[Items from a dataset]
________________________________________
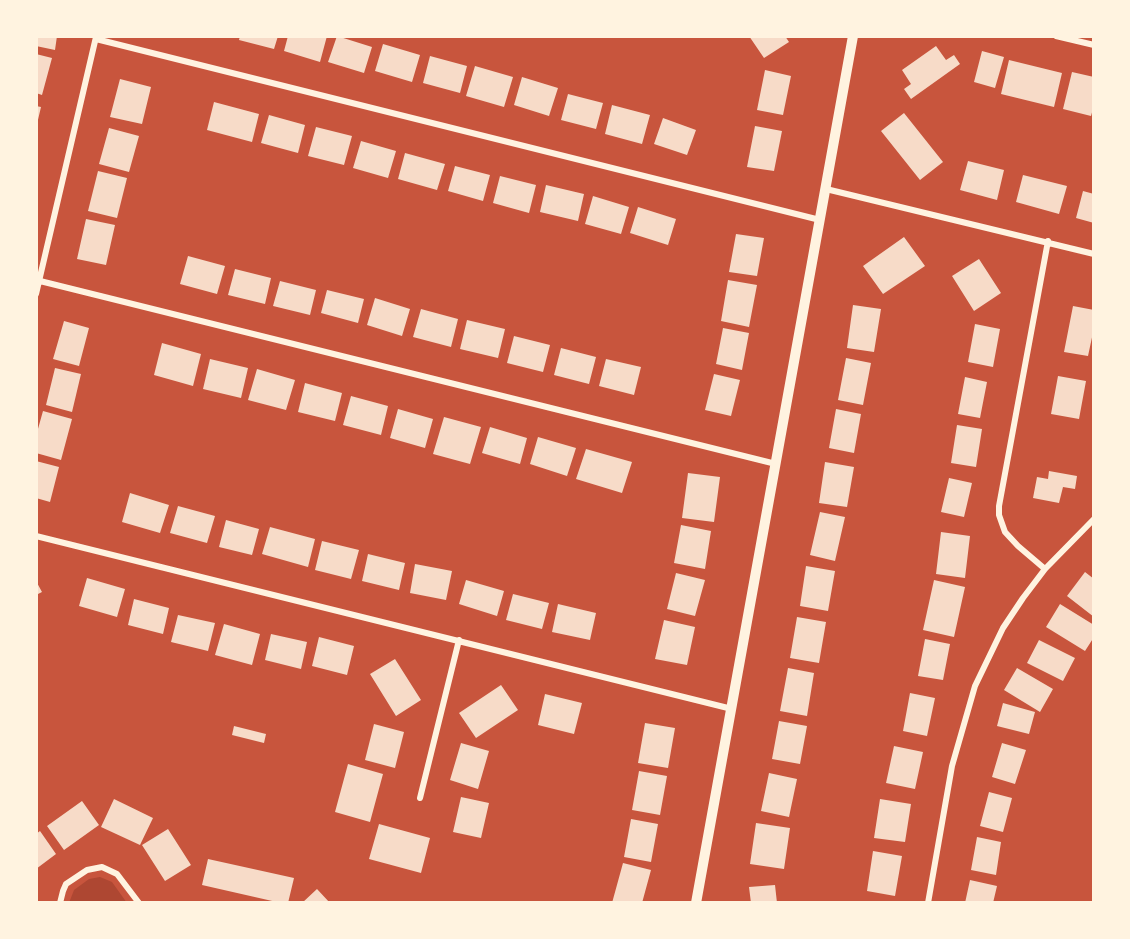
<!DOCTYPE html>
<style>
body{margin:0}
#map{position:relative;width:1130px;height:939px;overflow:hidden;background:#c8553d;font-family:"Titillium Web",sans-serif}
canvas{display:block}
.frame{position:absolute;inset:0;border:38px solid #fff3e0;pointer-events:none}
</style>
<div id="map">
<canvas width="1130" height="939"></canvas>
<div class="frame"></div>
</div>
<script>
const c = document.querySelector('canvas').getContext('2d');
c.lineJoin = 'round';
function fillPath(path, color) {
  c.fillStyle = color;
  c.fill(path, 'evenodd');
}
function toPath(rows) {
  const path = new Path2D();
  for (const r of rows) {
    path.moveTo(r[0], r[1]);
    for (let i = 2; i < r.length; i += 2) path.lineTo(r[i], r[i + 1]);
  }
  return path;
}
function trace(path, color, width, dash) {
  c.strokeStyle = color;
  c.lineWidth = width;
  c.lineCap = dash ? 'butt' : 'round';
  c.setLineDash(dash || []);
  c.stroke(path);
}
fillPath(toPath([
 [100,877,112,882,127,903,69,903,74,890,89,879]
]), '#ae4732');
fillPath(toPath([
 [36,36,57,36,55,50,36,46],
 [240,36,278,36,274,49,239,40],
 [288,36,327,36,320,62,284,51],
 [337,36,372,47,364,73,328,62],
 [749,36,785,36,789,42,764,58],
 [383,44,420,55,412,82,375,71],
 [936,46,946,60,954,55,960,64,911,99,904,89,911,84,902,70],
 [982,51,1004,57,995,88,974,82],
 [36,54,52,58,42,95,36,93],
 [430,56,467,66,460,93,423,83],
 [1009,60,1062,73,1054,107,1001,94],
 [475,66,513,77,504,107,466,96],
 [765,70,791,76,783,115,757,110],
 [1072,72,1094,77,1094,105,1091,116,1063,109],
 [522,77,558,88,549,116,514,105],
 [120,79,151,87,142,124,110,117],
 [568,94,603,103,596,129,561,120],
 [214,102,259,114,252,142,207,130],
 [612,105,650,115,642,144,605,134],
 [36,106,41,107,37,124,36,124],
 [904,113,943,162,920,180,881,131],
 [269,115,305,125,298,153,261,143],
 [663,118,696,130,687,155,654,144],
 [755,126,782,131,774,171,747,167],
 [316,127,352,136,344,165,308,156],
 [109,128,139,136,129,172,99,164],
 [361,141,396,151,388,178,353,168],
 [405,153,445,164,437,190,398,179],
 [968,161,1004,170,997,200,960,190],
 [455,166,490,175,483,201,448,191],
 [98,171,127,178,117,218,88,211],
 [1023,175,1067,186,1059,214,1016,202],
 [500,176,536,185,529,213,493,203],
 [546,185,584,194,578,221,540,212],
 [1083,191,1094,194,1094,223,1076,218],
 [593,196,629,207,621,234,585,224],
 [638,207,676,219,668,245,630,233],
 [86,219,115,225,106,265,77,259],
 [736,234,764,238,757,276,729,272],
 [904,237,925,266,883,294,863,266],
 [188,256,225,266,217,294,180,284],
 [979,259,1001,293,974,311,952,276],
 [235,269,271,278,265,304,228,295],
 [728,280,757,285,749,327,721,321],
 [280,281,316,290,310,315,273,306],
 [327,290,364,299,358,323,321,313],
 [375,298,410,309,402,336,367,325],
 [853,305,881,309,874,352,847,348],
 [1073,306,1094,310,1094,328,1088,356,1064,352],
 [421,309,458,319,451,347,413,337],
 [467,320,505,329,498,358,460,349],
 [64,321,89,328,79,366,53,359],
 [975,324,1000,329,993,367,968,362],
 [723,328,749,333,742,370,716,364],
 [514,336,550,345,543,372,507,363],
 [162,343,201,354,193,386,154,375],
 [561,348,596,357,589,384,554,375],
 [846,358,871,363,863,405,838,400],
 [210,359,248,368,241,398,203,389],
 [606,359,641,367,634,395,599,386],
 [55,368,81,374,72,412,46,405],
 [257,369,295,380,286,410,248,400],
 [714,374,740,380,731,416,705,410],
 [1058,376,1086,381,1079,419,1051,414],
 [965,377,987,382,980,418,958,414],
 [305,383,342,393,335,421,298,412],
 [351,396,388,406,381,435,343,425],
 [398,409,433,419,425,448,390,438],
 [836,409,861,414,854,453,829,448],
 [43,411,72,419,61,460,36,453,36,436],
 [444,417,481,427,470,464,433,454],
 [957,425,982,429,976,467,951,463],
 [490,427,527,438,520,464,482,453],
 [538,437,576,448,567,476,530,464],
 [586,449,632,462,622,493,576,479],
 [36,461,59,467,50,502,36,498],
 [825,462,854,467,847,507,819,503],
 [1049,471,1077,476,1075,489,1063,487,1059,503,1033,498,1037,477,1048,479],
 [688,473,720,477,714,522,682,518],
 [949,478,972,483,964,517,941,512],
 [130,493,169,505,160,533,122,522],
 [178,506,215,516,207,543,170,533],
 [820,512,845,517,835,561,810,555],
 [226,520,259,529,252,555,219,547],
 [681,525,711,531,705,569,674,563],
 [270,527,315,539,308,567,262,554],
 [941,532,970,536,965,578,936,574],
 [322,541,359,550,351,579,315,570],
 [368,554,405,563,399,590,362,581],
 [415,564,452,571,446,600,410,593],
 [806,566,835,571,828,611,800,606],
 [1085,572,1094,579,1094,617,1067,596],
 [676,573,705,580,695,616,667,609],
 [87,578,125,589,117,617,79,606],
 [466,580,504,591,497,616,459,604],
 [934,580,965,587,954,637,923,630],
 [36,581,42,592,36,595],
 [513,594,549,603,542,629,506,620],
 [134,599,169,608,163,634,128,625],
 [558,604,596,613,590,640,552,632],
 [1060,604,1094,625,1094,637,1085,651,1046,627],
 [178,615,215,623,208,651,171,642],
 [797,617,826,622,819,663,790,658],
 [664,620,695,627,687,665,655,659],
 [224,624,260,634,252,665,215,655],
 [271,634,307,642,301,669,265,660],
 [319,637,354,646,347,675,312,666],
 [925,639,950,644,943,680,918,676],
 [1039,640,1075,658,1063,681,1027,663],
 [395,659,421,700,396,716,370,674],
 [788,668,814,673,807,716,780,711],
 [1017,668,1053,689,1040,712,1004,690],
 [501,685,518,710,476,738,459,713],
 [910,693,935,698,927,736,903,731],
 [545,694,582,703,574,734,538,725],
 [1003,703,1035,712,1029,734,997,726],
 [779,721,807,726,800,764,772,759],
 [645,723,675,728,668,768,638,763],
 [374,724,404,732,395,768,365,760],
 [234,726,266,734,264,743,232,735],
 [461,743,489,751,478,789,450,780],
 [1002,743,1026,750,1015,784,992,777],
 [894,746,923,752,915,789,886,783],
 [348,764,383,774,370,822,335,812],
 [639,771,667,776,660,815,632,810],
 [769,773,797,779,789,817,761,811],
 [989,792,1012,798,1003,832,980,826],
 [461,797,489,803,481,838,453,832],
 [114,799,153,818,140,845,101,827],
 [880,799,911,804,905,842,874,838],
 [82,801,99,825,64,850,47,826],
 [631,819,658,824,651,862,624,857],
 [756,823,790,828,784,869,750,864],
 [379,824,430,838,421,873,369,859],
 [168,829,191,865,165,881,142,845],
 [40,831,56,854,36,869,36,834],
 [977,837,1001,842,996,875,971,870],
 [873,851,902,856,895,896,867,891],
 [208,859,294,878,288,903,281,903,202,885],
 [623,863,651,870,642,903,612,903],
 [970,880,997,886,993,903,965,903],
 [775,885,777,903,751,903,749,887],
 [317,889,330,903,302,903]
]), '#f7dbc8');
trace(toPath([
 [1056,36,1094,45],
 [96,39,820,220],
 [826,189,1094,254],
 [36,280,776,464],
 [36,294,96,37],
 [36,536,732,709],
 [1045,569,1018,546,1005,532,999,515,999,506,1048,241],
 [420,798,459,640],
 [60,903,63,891,66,884,87,870,102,867,117,874,139,903],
 [928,903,952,766,975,686,1003,628,1023,598,1045,569,1094,519]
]), '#fff3e0', 6);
trace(toPath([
 [696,903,853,36]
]), '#fff3e0', 10);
</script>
________________________________________
Exercise directions: In the entries above, find every line with the word "canvas" and list it.

Result below:
canvas{display:block}
<canvas width="1130" height="939"></canvas>
const c = document.querySelector('canvas').getContext('2d');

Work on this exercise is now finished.